今回の歴訪の背景には中東情勢の急激な悪化がある。イランによる石油・ガスインフラ攻撃は湾岸地域の安全保障環境を大きく揺るがし、各国は防衛体制の強化を迫られている。イタリア政府はすでに湾岸諸国に対し防空システムなどの防衛装備を提供しており、今後の追加支援にも前向きな姿勢を示している。

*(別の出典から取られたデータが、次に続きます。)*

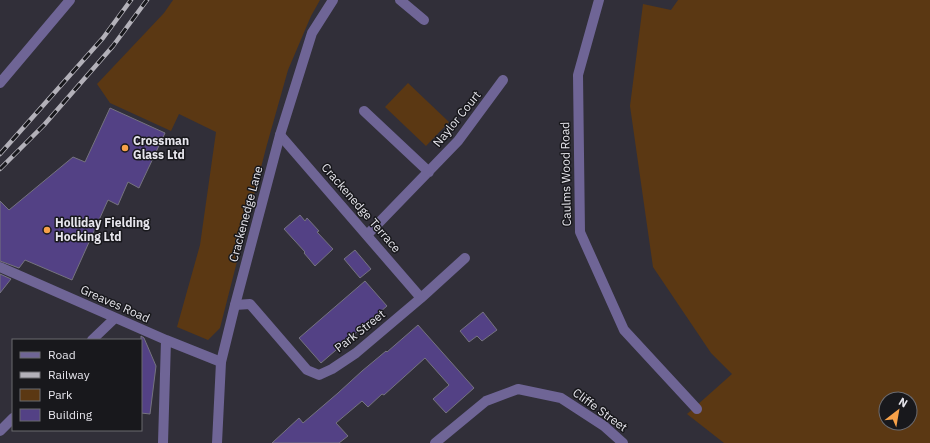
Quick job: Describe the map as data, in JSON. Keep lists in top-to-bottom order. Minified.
{"streets":{"street":["Naylor Court","Caulms Wood Road","Crackenedge Terrace","Crackenedge Lane","Greaves Road","Park Street","Cliffe Street"]},"crossings":[["Naylor Court","Crackenedge Terrace"],["Crackenedge Terrace","Crackenedge Lane"],["Crackenedge Terrace","Park Street"],["Crackenedge Lane","Greaves Road"],["Crackenedge Lane","Park Street"]],"places":["Crossman Glass Ltd","Holliday Fielding Hocking Ltd"],"legend":["Road","Railway","Park","Building"],"north":"top right"}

一方で、より差し迫った課題がエネルギー供給である。イラン情勢の緊迫化によりホルムズ海峡の航行が不安定化し、液化天然ガス(LNG)輸送にも影響が出ている。実際、イタリアはカタールからのLNG供給の一部停止を通知され、4月から6月にかけて複数の輸送が見送られる見通しとなった。

さらに、イランの攻撃によりカタールのLNG輸出能力の17%が損なわれ、欧州全体のエネルギー市場にも波及する懸念が強まっている。イタリアはガス消費の約1割をカタール産に依存しており、中東産原油も輸入の約12%を占めるなど、湾岸地域への依存度は高い。

こうした状況を受け、イタリアは供給源の多角化を急いでいる。メローニ氏は直前にアルジェリアを訪問してガス確保を図ったほか、今後はアゼルバイジャン訪問も予定している。また、米国のLNG施設からの輸入を6月以降に開始する計画も進められている。

今回の湾岸訪問は単なるエネルギー確保にとどまらず、外交・安全保障の両面での関係強化を狙ったものでもある。イタリアは湾岸諸国を「戦略的パートナー」と位置づけ、地域の安定は自国経済や在留自国民の安全にも直結する。実際、同地域には多数のイタリア人や軍関係者が滞在しており、紛争の長期化は直接的なリスクとなる。

総じてメローニ氏の歴訪は、エネルギー危機と地政学リスクが交錯する中で、イタリアが積極的な外交を通じて自国の安全保障と経済基盤を守ろうとする動きを示している。中東情勢の行方が不透明な中、欧州各国にとっても湾岸地域との関係は今後一層重要性を増すとみられる。